# Activity
Reproduce the records below exactly from their first line through the line containing "0 4px,transparent 0", omitting all pictures.
#### Data section ####
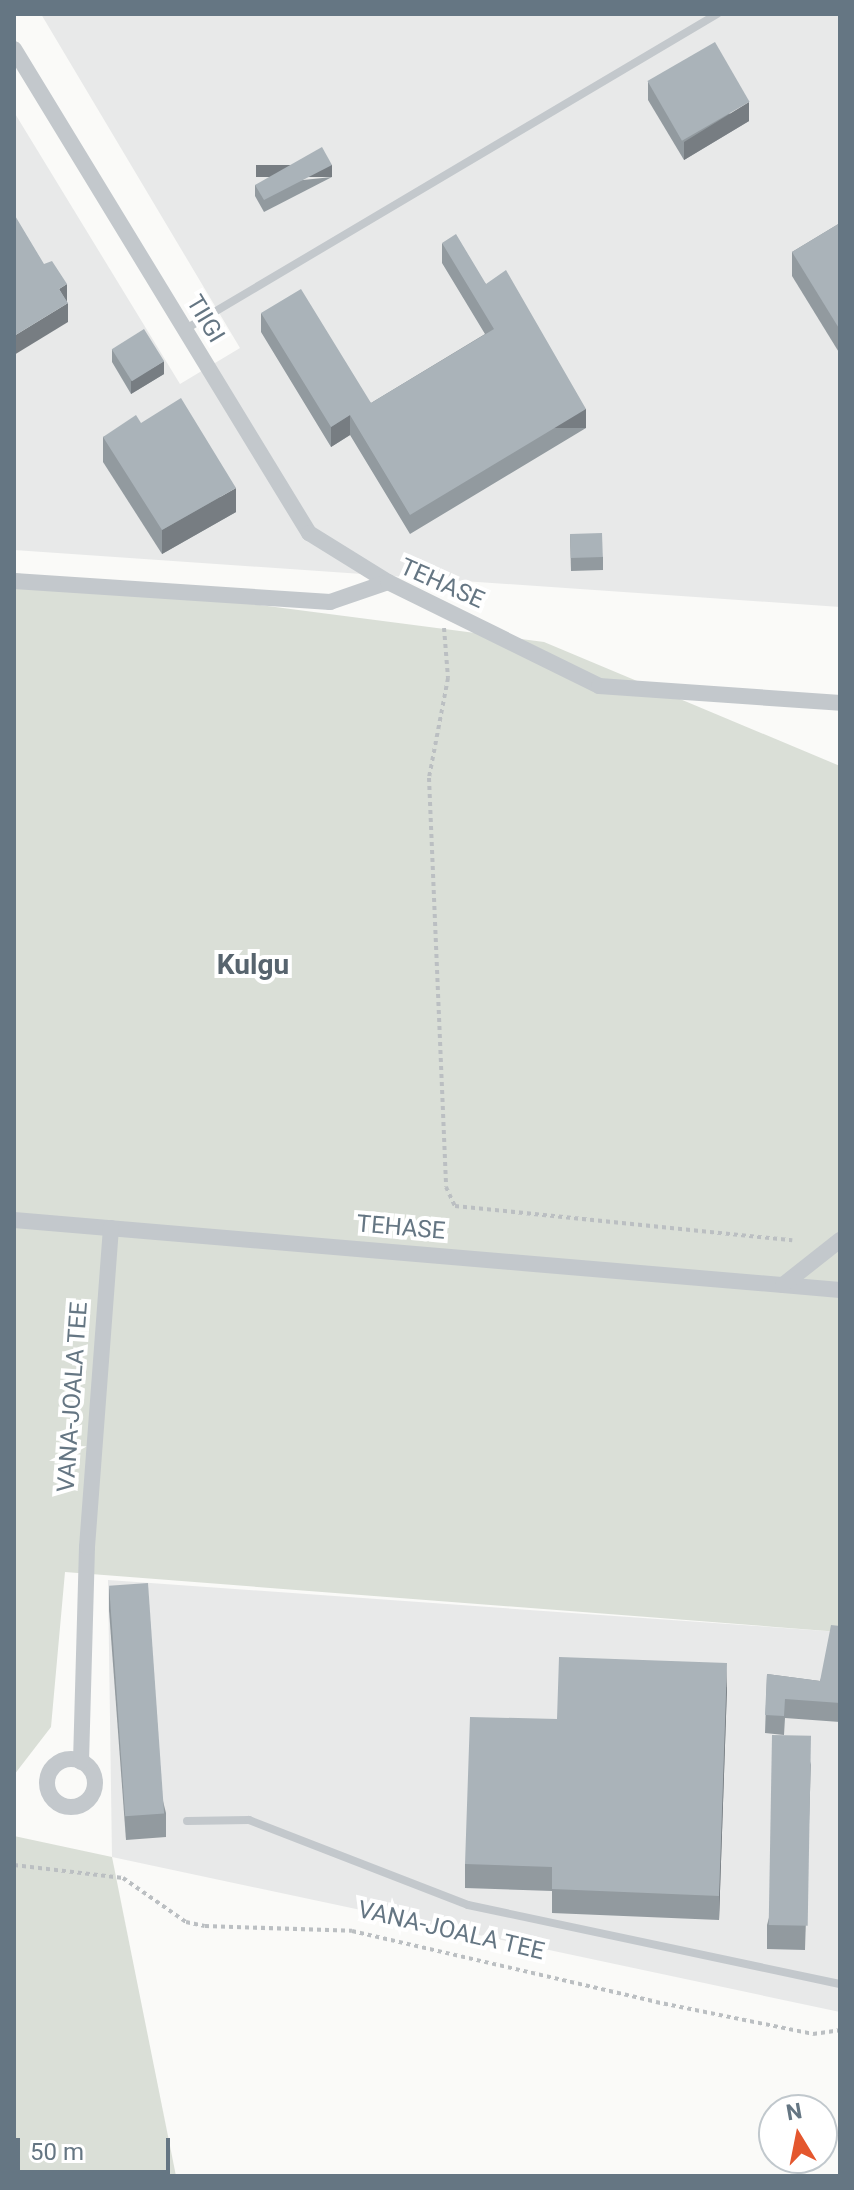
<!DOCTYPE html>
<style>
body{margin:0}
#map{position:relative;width:854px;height:2190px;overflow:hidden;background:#fafaf8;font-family:Roboto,sans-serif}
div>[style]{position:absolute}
.built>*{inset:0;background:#e8e9e9}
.green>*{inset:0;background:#dadfd7}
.path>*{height:4px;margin-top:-2px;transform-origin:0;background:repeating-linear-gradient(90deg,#bbbfc2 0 4px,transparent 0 8px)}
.lane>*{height:8px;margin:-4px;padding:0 4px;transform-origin:4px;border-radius:4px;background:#c3c8cc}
.street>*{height:16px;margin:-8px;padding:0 8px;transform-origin:8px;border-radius:8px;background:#c3c8cc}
.street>.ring{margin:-8px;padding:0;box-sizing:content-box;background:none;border:16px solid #c3c8cc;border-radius:50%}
.wall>*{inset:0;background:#929a9f}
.shaded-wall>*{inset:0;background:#777d82;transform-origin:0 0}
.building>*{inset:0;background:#aab3b9;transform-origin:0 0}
span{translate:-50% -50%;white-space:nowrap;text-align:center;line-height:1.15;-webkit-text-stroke:8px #fff;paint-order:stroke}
.street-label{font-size:24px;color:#657683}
.quarter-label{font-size:28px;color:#57646e;font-weight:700}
.frame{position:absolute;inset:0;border:16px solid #657683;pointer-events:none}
.north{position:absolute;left:758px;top:2094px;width:80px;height:80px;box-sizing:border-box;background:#fff;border:2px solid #c1c8cd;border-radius:50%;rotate:350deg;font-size:22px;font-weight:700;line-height:32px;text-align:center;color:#657683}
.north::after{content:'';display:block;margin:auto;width:28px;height:36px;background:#e4572e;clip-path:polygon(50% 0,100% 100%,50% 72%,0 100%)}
.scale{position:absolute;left:16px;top:2138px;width:154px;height:36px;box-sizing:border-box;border:4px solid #657683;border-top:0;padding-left:10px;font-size:24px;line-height:28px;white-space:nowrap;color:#657683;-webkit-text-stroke:6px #fff;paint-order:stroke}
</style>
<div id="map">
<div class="built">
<div style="clip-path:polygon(41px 14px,840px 14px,840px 607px,14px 550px,14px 112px,180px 384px,240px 348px)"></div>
<div style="clip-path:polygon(108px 1580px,840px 1632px,840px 2012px,112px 1857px)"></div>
</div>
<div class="green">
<div style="clip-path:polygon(14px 573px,544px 642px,840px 766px,840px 1632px,65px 1572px,51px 1727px,14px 1775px)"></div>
<div style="clip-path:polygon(14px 1836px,112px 1857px,176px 2176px,14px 2176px)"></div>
</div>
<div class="path">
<div style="left:444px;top:628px;width:50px;rotate:85.4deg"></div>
<div style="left:448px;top:678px;width:102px;rotate:100.8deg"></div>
<div style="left:429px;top:778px;width:409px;rotate:87.6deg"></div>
<div style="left:446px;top:1187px;width:21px;rotate:65deg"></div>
<div style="left:455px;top:1206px;width:339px;rotate:5.8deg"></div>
<div style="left:14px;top:1865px;width:110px;rotate:6.8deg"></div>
<div style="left:123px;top:1878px;width:77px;rotate:34.9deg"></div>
<div style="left:186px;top:1922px;width:19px;rotate:12deg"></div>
<div style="left:205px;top:1926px;width:147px;rotate:1.9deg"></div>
<div style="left:352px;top:1931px;width:312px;rotate:13.1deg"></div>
<div style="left:656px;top:2002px;width:160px;rotate:11.5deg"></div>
<div style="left:813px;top:2034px;width:27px;rotate:-8deg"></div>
</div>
<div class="lane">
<div style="left:184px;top:330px;width:620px;rotate:-30.66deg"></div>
<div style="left:187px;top:1821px;width:62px;rotate:-0.9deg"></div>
<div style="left:249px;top:1820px;width:235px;rotate:21.2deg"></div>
<div style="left:468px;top:1905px;width:380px;rotate:12deg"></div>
</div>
<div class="street">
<div style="left:14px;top:49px;width:567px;rotate:58.64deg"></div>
<div style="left:309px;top:533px;width:93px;rotate:31.8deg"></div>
<div style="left:14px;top:581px;width:317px;rotate:3.8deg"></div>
<div style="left:330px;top:602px;width:61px;rotate:-19deg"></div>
<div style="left:388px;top:582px;width:235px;rotate:26.2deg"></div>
<div style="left:599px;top:686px;width:242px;rotate:4deg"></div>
<div style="left:14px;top:1220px;width:829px;rotate:4.84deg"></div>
<div style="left:783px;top:1285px;width:73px;rotate:-38.3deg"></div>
<div class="ring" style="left:47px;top:1759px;width:32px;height:32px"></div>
<div style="left:81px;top:1762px;width:215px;rotate:-88.4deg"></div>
<div style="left:87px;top:1547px;width:320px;rotate:-85.7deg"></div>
</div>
<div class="wall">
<div style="clip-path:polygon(648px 82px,749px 121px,684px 160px,648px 100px)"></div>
<div style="clip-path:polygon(332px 177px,264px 212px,255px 196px,255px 185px)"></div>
<div style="clip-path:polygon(840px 223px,840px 354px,792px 276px,792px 252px)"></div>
<div style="clip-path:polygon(442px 243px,486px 284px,586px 428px,410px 534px,350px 435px,331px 447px,261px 332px,261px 313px,371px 403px,485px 334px,442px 263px)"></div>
<div style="clip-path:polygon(112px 349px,164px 374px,131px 394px,112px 362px)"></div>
<div style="clip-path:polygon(141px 423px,236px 512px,162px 554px,103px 462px,103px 437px)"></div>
<div style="clip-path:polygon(570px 535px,603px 557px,603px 570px,571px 571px)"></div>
<div style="clip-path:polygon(109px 1586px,166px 1813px,166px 1837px,126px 1840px,109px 1610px)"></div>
<div style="clip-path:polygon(840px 1626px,840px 1722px,785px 1718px,784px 1735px,765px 1733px,767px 1674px,820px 1681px)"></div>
<div style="clip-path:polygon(727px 1687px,719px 1920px,552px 1913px,552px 1891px,465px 1888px,465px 1864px,557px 1719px)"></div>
<div style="clip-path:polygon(811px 1761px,805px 1950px,767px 1949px,767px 1925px)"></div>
</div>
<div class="shaded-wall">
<div style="clip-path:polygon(749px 102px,749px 121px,684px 160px,684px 142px)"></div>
<div style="left:332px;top:165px;width:12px;height:76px;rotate:90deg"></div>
<div style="clip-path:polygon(67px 284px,67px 303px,59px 289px)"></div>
<div style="clip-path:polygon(68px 303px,68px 322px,14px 355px,14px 336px)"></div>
<div style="clip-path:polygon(164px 361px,164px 374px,131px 394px,131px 381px)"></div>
<div style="left:586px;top:409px;width:19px;height:205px;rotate:90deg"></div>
<div style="clip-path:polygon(350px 415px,350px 435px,331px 447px,331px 427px)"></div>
<div style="clip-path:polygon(236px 488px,236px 512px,162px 554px,162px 530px)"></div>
<div style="clip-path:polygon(727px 1663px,727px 1687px,719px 1920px,719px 1896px)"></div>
</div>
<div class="building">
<div style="left:715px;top:42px;width:69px;height:78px;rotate:60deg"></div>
<div style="clip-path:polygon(322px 147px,332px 165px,264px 200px,255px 185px)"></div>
<div style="clip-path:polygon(14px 214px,44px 264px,52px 261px,67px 284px,59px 289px,68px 303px,14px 336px)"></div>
<div style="clip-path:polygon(840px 223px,840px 330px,792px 252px)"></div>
<div style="clip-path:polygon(456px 234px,486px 284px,506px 270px,586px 409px,410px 515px,350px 415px,331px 427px,261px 313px,301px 289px,371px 403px,494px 329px,442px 243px)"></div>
<div style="left:144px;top:329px;width:38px;height:38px;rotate:58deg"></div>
<div style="clip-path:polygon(181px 398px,236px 488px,162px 530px,103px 437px,136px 415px,141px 423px)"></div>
<div style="left:602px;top:533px;width:24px;height:32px;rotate:88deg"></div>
<div style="left:148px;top:1583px;width:231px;height:39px;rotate:86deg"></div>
<div style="clip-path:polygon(831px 1625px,840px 1626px,840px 1703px,785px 1699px,784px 1716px,765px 1715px,767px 1674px,820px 1681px)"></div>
<div style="clip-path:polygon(559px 1657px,727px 1663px,719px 1896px,552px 1889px,552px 1867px,465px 1864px,470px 1717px,557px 1719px)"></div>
<div style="left:772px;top:1735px;width:39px;height:190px;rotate:1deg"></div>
</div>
<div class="street-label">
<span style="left:205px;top:319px;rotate:59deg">TIIGI</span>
<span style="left:442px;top:584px;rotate:24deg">TEHASE</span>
<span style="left:401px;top:1228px;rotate:5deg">TEHASE</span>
<span style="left:73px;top:1397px;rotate:-86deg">VANA-JOALA TEE</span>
<span style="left:451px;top:1931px;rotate:13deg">VANA-JOALA TEE</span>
</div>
<div class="quarter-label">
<span style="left:253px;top:965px">Kulgu</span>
</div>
<div class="frame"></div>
<div class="north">N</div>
<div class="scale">50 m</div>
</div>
####
# Worked solution
<!DOCTYPE html>
<style>
body{margin:0}
#map{position:relative;width:854px;height:2190px;overflow:hidden;background:#fafaf8;font-family:Roboto,sans-serif}
div>[style]{position:absolute}
.built>*{inset:0;background:#e8e9e9}
.green>*{inset:0;background:#dadfd7}
.path>*{height:4px;margin-top:-2px;transform-origin:0;background:repeating-linear-gradient(90deg,#bbbfc2 0 4px,transparent 0 8px)}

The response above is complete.